** Aim of the task **
Please copy out all lines of the entries that contain the word "linecap".

** Source material **
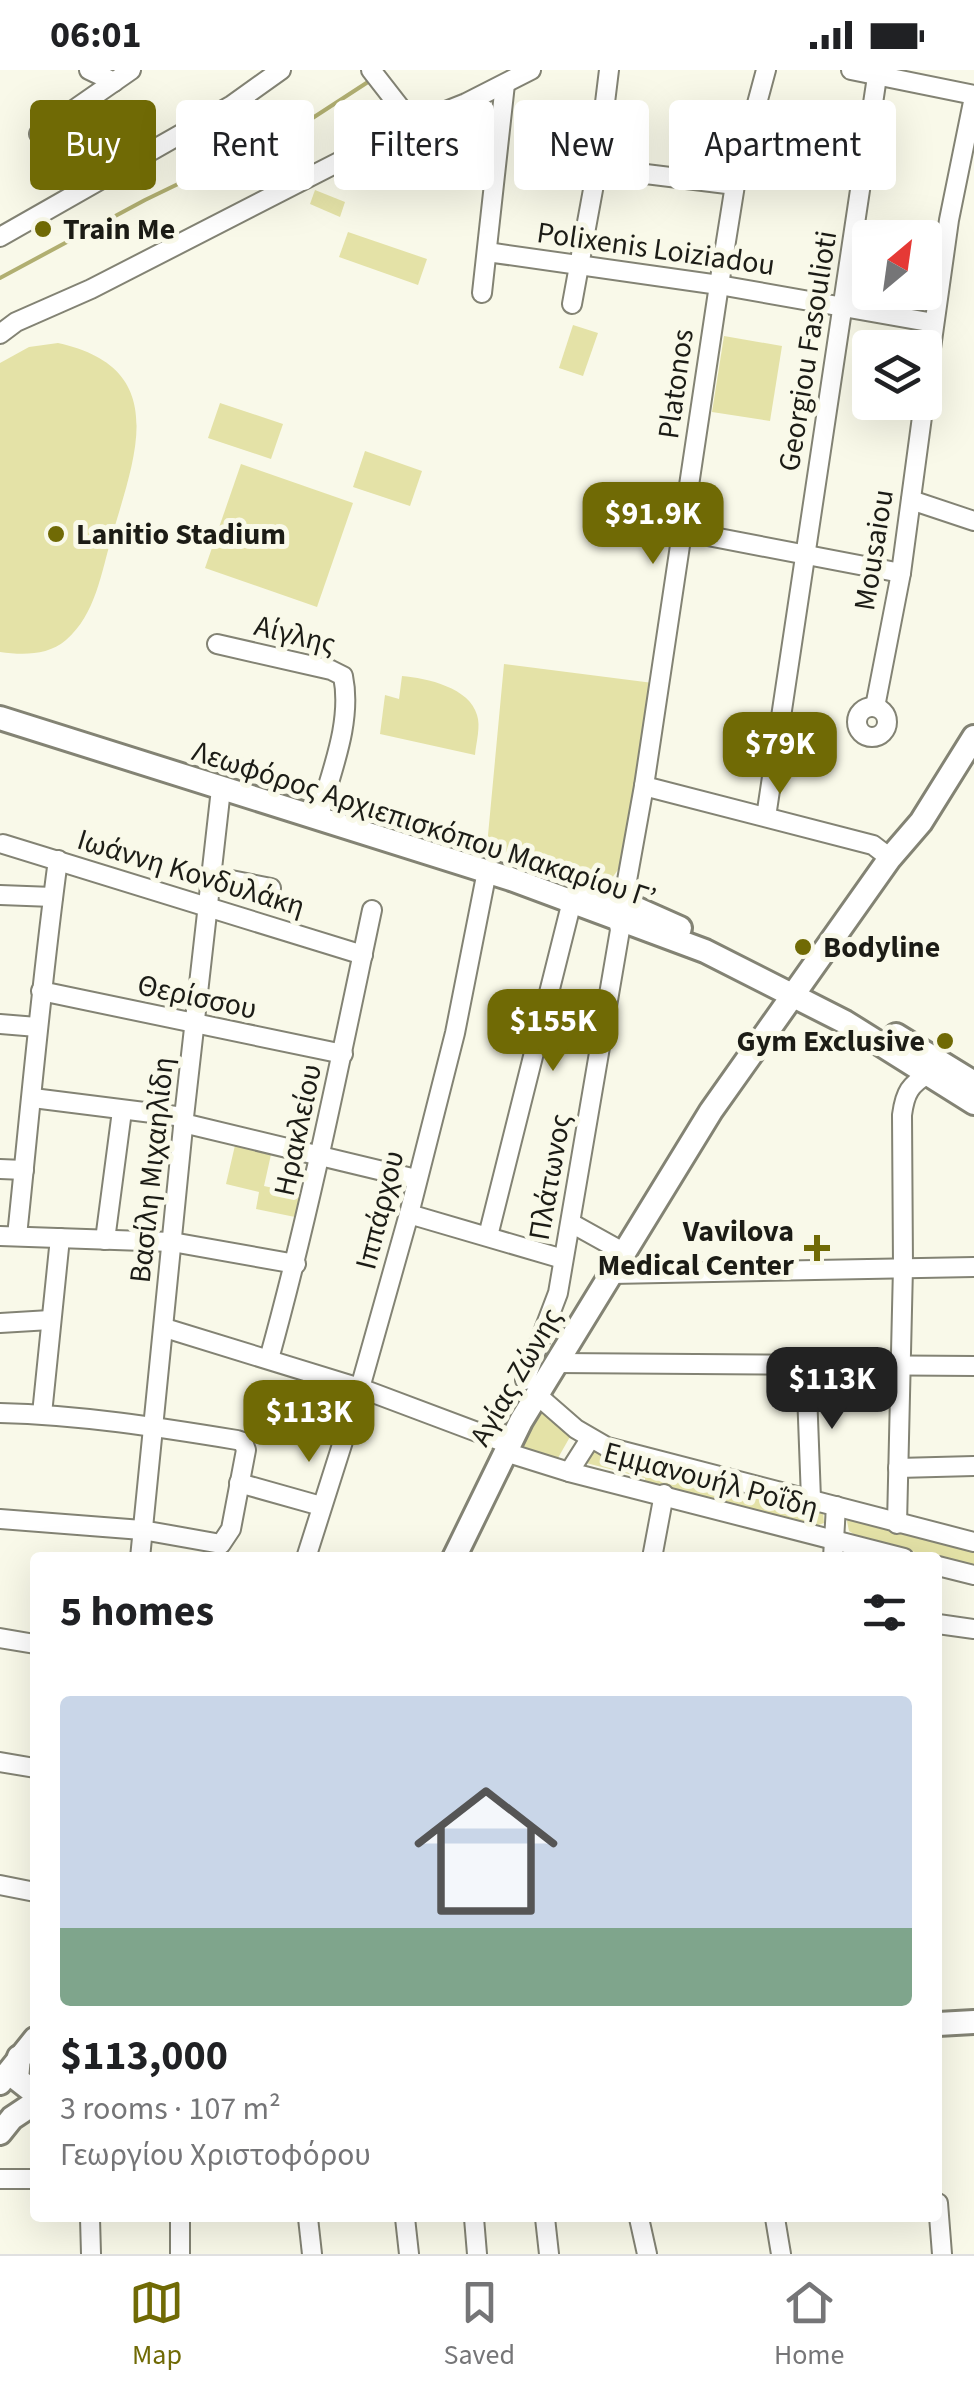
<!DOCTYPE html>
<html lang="en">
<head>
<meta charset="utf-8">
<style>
  :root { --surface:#fff; --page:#f2f2f2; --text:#202124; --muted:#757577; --line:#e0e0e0; --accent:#706a05 }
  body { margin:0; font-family:"Source Sans 3",sans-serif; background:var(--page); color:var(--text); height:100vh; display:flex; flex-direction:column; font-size:38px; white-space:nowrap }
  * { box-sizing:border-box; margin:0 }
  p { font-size:32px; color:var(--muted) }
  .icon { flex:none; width:55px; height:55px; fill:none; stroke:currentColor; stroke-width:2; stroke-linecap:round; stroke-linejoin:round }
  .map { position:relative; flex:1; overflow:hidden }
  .drawer { position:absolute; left:30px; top:1482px; width:912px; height:670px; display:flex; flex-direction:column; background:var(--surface); border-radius:10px; box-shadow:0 10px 40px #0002 }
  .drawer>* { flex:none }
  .top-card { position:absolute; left:30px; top:30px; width:915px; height:90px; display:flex; gap:20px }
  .needle { width:65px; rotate:29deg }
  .tools { position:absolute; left:852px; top:150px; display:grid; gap:20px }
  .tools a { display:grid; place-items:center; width:90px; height:90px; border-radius:10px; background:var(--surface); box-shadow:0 10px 40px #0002; font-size:50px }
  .price { position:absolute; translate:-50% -85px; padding:0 22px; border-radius:20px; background:var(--accent); color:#fff; font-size:32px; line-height:65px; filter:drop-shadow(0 2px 5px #0008) }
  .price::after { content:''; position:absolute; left:50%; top:60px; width:30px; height:22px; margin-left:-15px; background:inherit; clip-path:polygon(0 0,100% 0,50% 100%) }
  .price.on { background:#222; color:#fff }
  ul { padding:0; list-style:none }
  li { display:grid; align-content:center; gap:20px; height:530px; padding:0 30px }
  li+li { border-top:2px solid var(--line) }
  li span { display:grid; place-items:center; height:310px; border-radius:10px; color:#555 }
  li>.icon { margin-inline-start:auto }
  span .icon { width:180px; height:180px; fill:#fffc; stroke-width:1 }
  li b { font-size:42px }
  h2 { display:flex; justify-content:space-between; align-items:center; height:120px; padding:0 30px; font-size:42px }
  .chip { padding:0 35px; border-radius:10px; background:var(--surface); box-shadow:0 10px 40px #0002; font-size:35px; line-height:90px }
  .chip.on { background:var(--accent); color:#fff }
  .status { display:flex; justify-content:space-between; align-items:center; height:70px; padding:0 50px; background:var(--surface); direction:ltr }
  .status svg { height:28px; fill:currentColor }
  .tabs { display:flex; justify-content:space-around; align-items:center; height:140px; border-top:2px solid var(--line); background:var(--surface); font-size:28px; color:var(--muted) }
  .tabs a { display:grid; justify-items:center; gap:5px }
  .tabs .on { color:var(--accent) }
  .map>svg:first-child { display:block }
</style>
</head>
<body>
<div class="status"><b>06:01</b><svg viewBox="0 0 49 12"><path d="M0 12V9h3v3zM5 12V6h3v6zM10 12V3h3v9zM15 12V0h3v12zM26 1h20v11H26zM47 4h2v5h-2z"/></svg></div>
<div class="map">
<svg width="974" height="2184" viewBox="0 0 974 2184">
  <rect width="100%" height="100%" fill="#f9f9e9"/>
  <g fill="#e4e2a7">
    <polygon points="686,60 726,65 721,105 682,101"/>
    <polygon points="315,120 345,132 340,147 310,134"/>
    <polygon points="348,162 427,189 418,215 339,187"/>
    <polygon points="573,255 598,263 583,306 559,298"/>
    <polygon points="724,266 782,276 770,351 712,342"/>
    <path d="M58,273C172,298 135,386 112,466C101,503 96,544 66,570C47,586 22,585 0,582V293L29,277Z"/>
    <polygon points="220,333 283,354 271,389 208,368"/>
    <polygon points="365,381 422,401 410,436 353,417"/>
    <polygon points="241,394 353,433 317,537 205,498"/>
    <polygon points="504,594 653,613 625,790 612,808 593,812 487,776"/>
    <path d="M402,606C427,608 470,618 477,645C481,656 476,673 475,685L380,664L385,625L399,629Z"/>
    <polygon points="236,1071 272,1080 264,1116 300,1124 295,1147 256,1139 259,1122 226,1114"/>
    <polygon points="541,1339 571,1365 558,1388 520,1378 526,1357"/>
    <polygon points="589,1379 823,1441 824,1453 816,1456 645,1414 645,1408 586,1393"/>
    <polygon points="851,1448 974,1478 974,1497 860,1468 849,1461 847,1451"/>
  </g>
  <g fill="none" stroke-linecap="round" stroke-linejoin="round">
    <polyline stroke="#b1af71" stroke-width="4" points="0,208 145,130 308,51 371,10"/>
    <g stroke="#838374" stroke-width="22">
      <g id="minor">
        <polyline points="89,0 114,12"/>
        <polyline points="371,0 413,54"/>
        <polyline points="851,0 974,25"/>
        <polyline points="39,64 131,0"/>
        <polyline points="597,98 735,115"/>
        <polyline points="0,167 232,35 281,0"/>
        <polyline points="487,182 719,215 934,253"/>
        <polyline points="482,223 505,14"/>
        <polyline points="572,234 597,98 609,0"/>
        <polyline points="0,264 16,252 91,219 413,54 466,33 531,0"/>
        <polyline points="925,321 949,150 974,27"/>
        <polyline points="911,430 974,451"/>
        <polyline points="682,461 901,503"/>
        <path d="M217,574L331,600L343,606C352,650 333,697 321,739"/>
        <circle cx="872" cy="652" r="15"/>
        <polyline points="875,637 901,503 924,332"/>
        <polyline points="644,716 873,775 890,788"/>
        <polyline points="766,747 878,0"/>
        <polyline points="3,774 363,885"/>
        <polyline points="211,806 271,818"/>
        <polyline points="0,825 53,827"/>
        <polyline points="635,838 626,816 644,716 719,215 735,115 766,0"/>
        <polyline points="41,921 343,984"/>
        <polyline points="0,954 37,957"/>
        <polyline points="33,1028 184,1047"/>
        <polyline points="183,1053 416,1109"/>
        <polyline points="0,1099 24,1100"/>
        <polyline points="409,1144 563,1189"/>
        <polyline points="571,1153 625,1183"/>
        <polyline points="0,1166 172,1172 296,1194"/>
        <path d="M17,1166C30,1041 41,915 58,790"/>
        <polyline points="488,1166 572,831"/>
        <polyline points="105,1170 122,1041"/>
        <polyline points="612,1204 974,1197"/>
        <polyline points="0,1253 50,1250"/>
        <polyline points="165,1258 360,1318 509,1374"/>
        <path d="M269,1289C310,1141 340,991 372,840"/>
        <polyline points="557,1293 974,1296"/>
        <polyline points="806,1295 811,1429"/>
        <polyline points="525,1310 558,1223 620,860 618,850"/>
        <polyline points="537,1325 576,1359 607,1377 974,1472"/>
        <path d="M0,1343C80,1345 158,1357 237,1370L243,1372L246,1380L231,1459L221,1474L142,1460L0,1449"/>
        <polyline points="42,1344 60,1168"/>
        <polyline points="505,1382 569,1402 904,1488"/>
        <polyline points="898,1398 974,1396"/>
        <polyline points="569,1402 590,1369"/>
        <polyline points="239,1413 321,1436"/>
        <path d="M897,1454L903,1197L902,1045C905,1022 910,1015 929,1003"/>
        <polyline points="140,1488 184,1047 221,719"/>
        <polyline points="306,1488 360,1318 409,1144 455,963 487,801"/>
        <polyline points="652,1488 664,1424"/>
        <polyline points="833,1488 836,1436"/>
        <polyline points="938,1496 974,1505"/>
        <polyline points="938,1554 974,1559"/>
        <polyline points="0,1568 35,1574"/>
        <polyline points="0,1692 35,1698"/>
        <polyline points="0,1815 35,1822"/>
        <polyline points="0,2109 35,2109"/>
        <polyline points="938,2133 942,2184"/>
        <polyline points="90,2148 91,2184"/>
        <polyline points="308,2148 312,2184"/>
        <polyline points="405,2148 409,2184"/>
        <polyline points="474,2148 477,2184"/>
        <polyline points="545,2148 549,2184"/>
        <polyline points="639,2148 647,2184"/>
        <polyline points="775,2148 781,2184"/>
        <polyline points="180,2184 180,2148"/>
      </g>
    </g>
    <g stroke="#838374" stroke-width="28">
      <g id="major">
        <polyline points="0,648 511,809 705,881 845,952 974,1033"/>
        <polyline points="588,823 635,838 680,858"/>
        <polyline points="896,965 974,1013"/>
        <polyline points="454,1488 521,1351 711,1041 890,788 921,752 974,667"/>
        <polyline points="938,1954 974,1952"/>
        <polyline points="19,1987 17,2009 31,2020"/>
        <polyline points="0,2013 35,1969"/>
        <polyline points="0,2063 12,2048 30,2036"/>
      </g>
    </g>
    <use href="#minor" stroke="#fff" stroke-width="18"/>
    <use href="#major" stroke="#fff" stroke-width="22"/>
  </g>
  <g fill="#706a05" stroke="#f9f9e9" stroke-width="4">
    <circle cx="43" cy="159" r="10"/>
    <circle cx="56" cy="464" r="10"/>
    <circle cx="803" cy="877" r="10"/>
    <circle cx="945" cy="971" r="10"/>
    <path d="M812 1163h10v10h10v10h-10v10h-10v-10h-10v-10h10z"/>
  </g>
  <g text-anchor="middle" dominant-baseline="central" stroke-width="10" stroke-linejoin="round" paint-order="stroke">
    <g font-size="30" font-weight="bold" fill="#1c1c16" stroke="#f9f9e9" text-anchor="start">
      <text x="63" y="159">Train Me</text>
      <text x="76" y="464">Lanitio Stadium</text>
      <text x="823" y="877">Bodyline</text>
      <text x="925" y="971" text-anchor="end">Gym Exclusive</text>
      <text x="794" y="1161" text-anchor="end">Vavilova<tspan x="794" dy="34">Medical Center</tspan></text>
    </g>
    <g font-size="30" fill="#1c1c16" stroke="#f9f9e9">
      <text transform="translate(656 179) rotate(8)">Polixenis Loiziadou</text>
      <text transform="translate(808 281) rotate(-81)">Georgiou Fasoulioti</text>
      <text transform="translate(676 314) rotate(-82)">Platonos</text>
      <text transform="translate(874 480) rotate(-81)">Mousaiou</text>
      <text transform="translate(295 565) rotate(14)">Αίγλης</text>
      <text transform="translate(424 755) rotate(18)">Λεωφόρος Αρχιεπισκόπου Μακαρίου Γ’</text>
      <text transform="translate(191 803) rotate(17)">Ιωάννη Κονδυλάκη</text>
      <text transform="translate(197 927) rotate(12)">Θερίσσου</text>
      <text transform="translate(298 1060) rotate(-78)">Ηρακλείου</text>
      <text transform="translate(152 1100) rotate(-84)">Βασίλη Μιχαηλίδη</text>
      <text transform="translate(550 1107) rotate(-80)">Πλάτωνος</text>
      <text transform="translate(380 1140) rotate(-76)">Ιππάρχου</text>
      <text transform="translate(516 1307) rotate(-60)">Αγίας Ζώνης</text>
      <text transform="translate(711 1410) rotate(15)">Εμμανουήλ Ροΐδη</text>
    </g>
  </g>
</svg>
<div class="tools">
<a><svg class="needle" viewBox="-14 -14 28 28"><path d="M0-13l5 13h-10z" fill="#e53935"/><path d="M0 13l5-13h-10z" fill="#757577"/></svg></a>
<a><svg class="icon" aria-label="layers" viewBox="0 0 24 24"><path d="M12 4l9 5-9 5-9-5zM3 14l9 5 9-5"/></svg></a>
</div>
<b class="price" style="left:653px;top:497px">$91.9K</b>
<b class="price" style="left:780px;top:727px">$79K</b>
<b class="price" style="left:553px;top:1004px">$155K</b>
<b class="price on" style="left:832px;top:1362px">$113K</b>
<b class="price" style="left:309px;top:1395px">$113K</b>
<div class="top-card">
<a class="chip on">Buy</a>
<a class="chip">Rent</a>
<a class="chip">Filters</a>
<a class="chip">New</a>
<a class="chip">Apartment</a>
</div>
<section class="drawer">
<h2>5 homes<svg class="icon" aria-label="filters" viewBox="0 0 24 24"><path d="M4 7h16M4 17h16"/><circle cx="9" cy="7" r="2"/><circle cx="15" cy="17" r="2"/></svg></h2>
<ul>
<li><span style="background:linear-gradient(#c9d6e8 75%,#7fa58c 0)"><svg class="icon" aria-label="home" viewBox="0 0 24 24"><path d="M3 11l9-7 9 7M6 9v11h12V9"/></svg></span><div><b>$113,000</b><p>3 rooms · 107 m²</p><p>Γεωργίου Χριστοφόρου</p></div></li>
</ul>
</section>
</div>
<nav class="tabs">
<a class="on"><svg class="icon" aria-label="map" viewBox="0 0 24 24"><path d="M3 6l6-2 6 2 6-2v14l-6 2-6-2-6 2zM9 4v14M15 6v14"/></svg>Map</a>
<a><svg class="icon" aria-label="saved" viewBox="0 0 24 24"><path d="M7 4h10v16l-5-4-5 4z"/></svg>Saved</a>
<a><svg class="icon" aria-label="home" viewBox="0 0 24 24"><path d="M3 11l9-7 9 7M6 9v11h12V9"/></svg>Home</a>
</nav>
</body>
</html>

** Result **
  .icon { flex:none; width:55px; height:55px; fill:none; stroke:currentColor; stroke-width:2; stroke-linecap:round; stroke-linejoin:round }
  <g fill="none" stroke-linecap="round" stroke-linejoin="round">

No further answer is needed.